══ The records

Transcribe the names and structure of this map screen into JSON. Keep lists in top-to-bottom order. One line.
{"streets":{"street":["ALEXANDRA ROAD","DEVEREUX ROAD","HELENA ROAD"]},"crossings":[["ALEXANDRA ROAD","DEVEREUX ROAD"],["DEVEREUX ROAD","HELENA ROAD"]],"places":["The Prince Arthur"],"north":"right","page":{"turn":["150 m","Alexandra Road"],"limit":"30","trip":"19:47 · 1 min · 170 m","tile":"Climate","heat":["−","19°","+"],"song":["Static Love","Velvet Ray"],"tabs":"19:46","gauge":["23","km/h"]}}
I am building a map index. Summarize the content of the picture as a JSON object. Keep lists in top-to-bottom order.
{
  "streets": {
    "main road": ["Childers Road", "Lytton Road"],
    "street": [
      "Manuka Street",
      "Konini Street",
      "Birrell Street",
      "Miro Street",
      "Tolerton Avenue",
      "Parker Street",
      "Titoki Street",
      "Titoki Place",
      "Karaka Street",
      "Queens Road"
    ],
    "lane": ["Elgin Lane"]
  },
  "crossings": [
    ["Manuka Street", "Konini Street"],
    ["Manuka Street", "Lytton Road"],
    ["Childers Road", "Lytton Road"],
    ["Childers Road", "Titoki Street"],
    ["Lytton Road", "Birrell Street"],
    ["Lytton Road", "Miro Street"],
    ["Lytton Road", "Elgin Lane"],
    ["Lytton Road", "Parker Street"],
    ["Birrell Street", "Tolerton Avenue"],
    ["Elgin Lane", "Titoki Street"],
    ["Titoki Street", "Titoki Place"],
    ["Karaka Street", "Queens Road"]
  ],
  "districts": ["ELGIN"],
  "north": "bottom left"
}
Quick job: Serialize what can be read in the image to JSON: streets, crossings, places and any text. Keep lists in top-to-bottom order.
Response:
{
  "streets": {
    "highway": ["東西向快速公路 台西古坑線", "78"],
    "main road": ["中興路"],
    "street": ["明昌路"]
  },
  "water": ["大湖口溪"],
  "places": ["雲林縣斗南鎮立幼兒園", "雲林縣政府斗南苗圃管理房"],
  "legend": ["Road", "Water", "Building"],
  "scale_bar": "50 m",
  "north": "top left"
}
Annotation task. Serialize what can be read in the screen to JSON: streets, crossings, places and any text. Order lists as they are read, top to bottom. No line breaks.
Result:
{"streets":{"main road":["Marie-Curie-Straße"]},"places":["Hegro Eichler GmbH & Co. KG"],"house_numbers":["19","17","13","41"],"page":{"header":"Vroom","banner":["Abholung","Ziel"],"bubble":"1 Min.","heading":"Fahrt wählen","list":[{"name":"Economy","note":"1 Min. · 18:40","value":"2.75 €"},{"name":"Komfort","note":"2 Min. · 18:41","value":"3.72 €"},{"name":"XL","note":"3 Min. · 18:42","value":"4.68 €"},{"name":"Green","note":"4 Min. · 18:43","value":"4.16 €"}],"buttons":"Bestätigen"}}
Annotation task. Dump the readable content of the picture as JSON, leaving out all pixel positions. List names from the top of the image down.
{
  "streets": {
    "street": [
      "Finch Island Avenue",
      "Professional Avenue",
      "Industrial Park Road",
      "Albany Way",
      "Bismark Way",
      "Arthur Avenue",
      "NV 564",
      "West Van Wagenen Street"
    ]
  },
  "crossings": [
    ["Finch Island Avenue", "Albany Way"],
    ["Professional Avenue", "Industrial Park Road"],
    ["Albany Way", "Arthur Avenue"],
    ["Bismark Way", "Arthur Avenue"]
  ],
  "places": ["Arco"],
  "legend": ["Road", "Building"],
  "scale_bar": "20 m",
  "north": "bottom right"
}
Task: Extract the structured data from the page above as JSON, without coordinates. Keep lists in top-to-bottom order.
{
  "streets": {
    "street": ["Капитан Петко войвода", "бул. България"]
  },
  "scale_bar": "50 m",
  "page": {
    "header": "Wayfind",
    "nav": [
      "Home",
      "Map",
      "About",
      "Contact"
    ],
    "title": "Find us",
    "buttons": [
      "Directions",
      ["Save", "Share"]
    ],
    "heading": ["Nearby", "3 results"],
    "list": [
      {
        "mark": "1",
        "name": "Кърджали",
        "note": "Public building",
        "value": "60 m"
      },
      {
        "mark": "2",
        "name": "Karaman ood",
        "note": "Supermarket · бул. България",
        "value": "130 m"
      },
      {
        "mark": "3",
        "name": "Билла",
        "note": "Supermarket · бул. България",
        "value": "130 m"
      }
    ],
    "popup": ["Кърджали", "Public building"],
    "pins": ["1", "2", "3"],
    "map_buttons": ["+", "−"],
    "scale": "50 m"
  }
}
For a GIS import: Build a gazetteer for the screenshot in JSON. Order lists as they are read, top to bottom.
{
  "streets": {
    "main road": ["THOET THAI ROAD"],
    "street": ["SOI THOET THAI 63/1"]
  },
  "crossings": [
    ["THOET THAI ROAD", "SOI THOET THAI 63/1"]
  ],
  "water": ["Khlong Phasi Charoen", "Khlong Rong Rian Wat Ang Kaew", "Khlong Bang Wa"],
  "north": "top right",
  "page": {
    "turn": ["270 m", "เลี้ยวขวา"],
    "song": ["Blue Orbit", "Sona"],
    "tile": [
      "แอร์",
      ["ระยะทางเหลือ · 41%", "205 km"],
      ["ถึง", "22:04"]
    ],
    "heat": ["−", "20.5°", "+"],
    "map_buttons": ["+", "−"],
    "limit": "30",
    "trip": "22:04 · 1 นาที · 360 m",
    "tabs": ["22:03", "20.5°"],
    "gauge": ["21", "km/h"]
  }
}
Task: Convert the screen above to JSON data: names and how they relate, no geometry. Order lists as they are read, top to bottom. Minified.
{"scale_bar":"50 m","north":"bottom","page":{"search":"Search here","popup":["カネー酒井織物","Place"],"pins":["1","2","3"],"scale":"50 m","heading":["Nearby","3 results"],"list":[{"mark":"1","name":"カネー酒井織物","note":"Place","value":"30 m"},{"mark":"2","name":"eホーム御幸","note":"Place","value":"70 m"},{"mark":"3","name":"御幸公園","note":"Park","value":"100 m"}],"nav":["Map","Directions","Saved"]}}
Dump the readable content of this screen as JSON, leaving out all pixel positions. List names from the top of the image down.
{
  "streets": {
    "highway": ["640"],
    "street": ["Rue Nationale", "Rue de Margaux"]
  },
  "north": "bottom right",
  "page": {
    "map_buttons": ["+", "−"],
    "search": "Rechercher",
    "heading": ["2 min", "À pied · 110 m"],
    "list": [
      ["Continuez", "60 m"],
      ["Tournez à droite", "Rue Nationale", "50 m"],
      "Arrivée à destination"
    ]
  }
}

════

● Problem requirements:
Print every record above exactly as it appears.

● Task answer:
Transcribe the names and structure of this map screen into JSON. Keep lists in top-to-bottom order. One line.
{"streets":{"street":["ALEXANDRA ROAD","DEVEREUX ROAD","HELENA ROAD"]},"crossings":[["ALEXANDRA ROAD","DEVEREUX ROAD"],["DEVEREUX ROAD","HELENA ROAD"]],"places":["The Prince Arthur"],"north":"right","page":{"turn":["150 m","Alexandra Road"],"limit":"30","trip":"19:47 · 1 min · 170 m","tile":"Climate","heat":["−","19°","+"],"song":["Static Love","Velvet Ray"],"tabs":"19:46","gauge":["23","km/h"]}}
I am building a map index. Summarize the content of the picture as a JSON object. Keep lists in top-to-bottom order.
{
  "streets": {
    "main road": ["Childers Road", "Lytton Road"],
    "street": [
      "Manuka Street",
      "Konini Street",
      "Birrell Street",
      "Miro Street",
      "Tolerton Avenue",
      "Parker Street",
      "Titoki Street",
      "Titoki Place",
      "Karaka Street",
      "Queens Road"
    ],
    "lane": ["Elgin Lane"]
  },
  "crossings": [
    ["Manuka Street", "Konini Street"],
    ["Manuka Street", "Lytton Road"],
    ["Childers Road", "Lytton Road"],
    ["Childers Road", "Titoki Street"],
    ["Lytton Road", "Birrell Street"],
    ["Lytton Road", "Miro Street"],
    ["Lytton Road", "Elgin Lane"],
    ["Lytton Road", "Parker Street"],
    ["Birrell Street", "Tolerton Avenue"],
    ["Elgin Lane", "Titoki Street"],
    ["Titoki Street", "Titoki Place"],
    ["Karaka Street", "Queens Road"]
  ],
  "districts": ["ELGIN"],
  "north": "bottom left"
}
Quick job: Serialize what can be read in the image to JSON: streets, crossings, places and any text. Keep lists in top-to-bottom order.
Response:
{
  "streets": {
    "highway": ["東西向快速公路 台西古坑線", "78"],
    "main road": ["中興路"],
    "street": ["明昌路"]
  },
  "water": ["大湖口溪"],
  "places": ["雲林縣斗南鎮立幼兒園", "雲林縣政府斗南苗圃管理房"],
  "legend": ["Road", "Water", "Building"],
  "scale_bar": "50 m",
  "north": "top left"
}
Annotation task. Serialize what can be read in the screen to JSON: streets, crossings, places and any text. Order lists as they are read, top to bottom. No line breaks.
Result:
{"streets":{"main road":["Marie-Curie-Straße"]},"places":["Hegro Eichler GmbH & Co. KG"],"house_numbers":["19","17","13","41"],"page":{"header":"Vroom","banner":["Abholung","Ziel"],"bubble":"1 Min.","heading":"Fahrt wählen","list":[{"name":"Economy","note":"1 Min. · 18:40","value":"2.75 €"},{"name":"Komfort","note":"2 Min. · 18:41","value":"3.72 €"},{"name":"XL","note":"3 Min. · 18:42","value":"4.68 €"},{"name":"Green","note":"4 Min. · 18:43","value":"4.16 €"}],"buttons":"Bestätigen"}}
Annotation task. Dump the readable content of the picture as JSON, leaving out all pixel positions. List names from the top of the image down.
{
  "streets": {
    "street": [
      "Finch Island Avenue",
      "Professional Avenue",
      "Industrial Park Road",
      "Albany Way",
      "Bismark Way",
      "Arthur Avenue",
      "NV 564",
      "West Van Wagenen Street"
    ]
  },
  "crossings": [
    ["Finch Island Avenue", "Albany Way"],
    ["Professional Avenue", "Industrial Park Road"],
    ["Albany Way", "Arthur Avenue"],
    ["Bismark Way", "Arthur Avenue"]
  ],
  "places": ["Arco"],
  "legend": ["Road", "Building"],
  "scale_bar": "20 m",
  "north": "bottom right"
}
Task: Extract the structured data from the page above as JSON, without coordinates. Keep lists in top-to-bottom order.
{
  "streets": {
    "street": ["Капитан Петко войвода", "бул. България"]
  },
  "scale_bar": "50 m",
  "page": {
    "header": "Wayfind",
    "nav": [
      "Home",
      "Map",
      "About",
      "Contact"
    ],
    "title": "Find us",
    "buttons": [
      "Directions",
      ["Save", "Share"]
    ],
    "heading": ["Nearby", "3 results"],
    "list": [
      {
        "mark": "1",
        "name": "Кърджали",
        "note": "Public building",
        "value": "60 m"
      },
      {
        "mark": "2",
        "name": "Karaman ood",
        "note": "Supermarket · бул. България",
        "value": "130 m"
      },
      {
        "mark": "3",
        "name": "Билла",
        "note": "Supermarket · бул. България",
        "value": "130 m"
      }
    ],
    "popup": ["Кърджали", "Public building"],
    "pins": ["1", "2", "3"],
    "map_buttons": ["+", "−"],
    "scale": "50 m"
  }
}
For a GIS import: Build a gazetteer for the screenshot in JSON. Order lists as they are read, top to bottom.
{
  "streets": {
    "main road": ["THOET THAI ROAD"],
    "street": ["SOI THOET THAI 63/1"]
  },
  "crossings": [
    ["THOET THAI ROAD", "SOI THOET THAI 63/1"]
  ],
  "water": ["Khlong Phasi Charoen", "Khlong Rong Rian Wat Ang Kaew", "Khlong Bang Wa"],
  "north": "top right",
  "page": {
    "turn": ["270 m", "เลี้ยวขวา"],
    "song": ["Blue Orbit", "Sona"],
    "tile": [
      "แอร์",
      ["ระยะทางเหลือ · 41%", "205 km"],
      ["ถึง", "22:04"]
    ],
    "heat": ["−", "20.5°", "+"],
    "map_buttons": ["+", "−"],
    "limit": "30",
    "trip": "22:04 · 1 นาที · 360 m",
    "tabs": ["22:03", "20.5°"],
    "gauge": ["21", "km/h"]
  }
}
Task: Convert the screen above to JSON data: names and how they relate, no geometry. Order lists as they are read, top to bottom. Minified.
{"scale_bar":"50 m","north":"bottom","page":{"search":"Search here","popup":["カネー酒井織物","Place"],"pins":["1","2","3"],"scale":"50 m","heading":["Nearby","3 results"],"list":[{"mark":"1","name":"カネー酒井織物","note":"Place","value":"30 m"},{"mark":"2","name":"eホーム御幸","note":"Place","value":"70 m"},{"mark":"3","name":"御幸公園","note":"Park","value":"100 m"}],"nav":["Map","Directions","Saved"]}}
Dump the readable content of this screen as JSON, leaving out all pixel positions. List names from the top of the image down.
{
  "streets": {
    "highway": ["640"],
    "street": ["Rue Nationale", "Rue de Margaux"]
  },
  "north": "bottom right",
  "page": {
    "map_buttons": ["+", "−"],
    "search": "Rechercher",
    "heading": ["2 min", "À pied · 110 m"],
    "list": [
      ["Continuez", "60 m"],
      ["Tournez à droite", "Rue Nationale", "50 m"],
      "Arrivée à destination"
    ]
  }
}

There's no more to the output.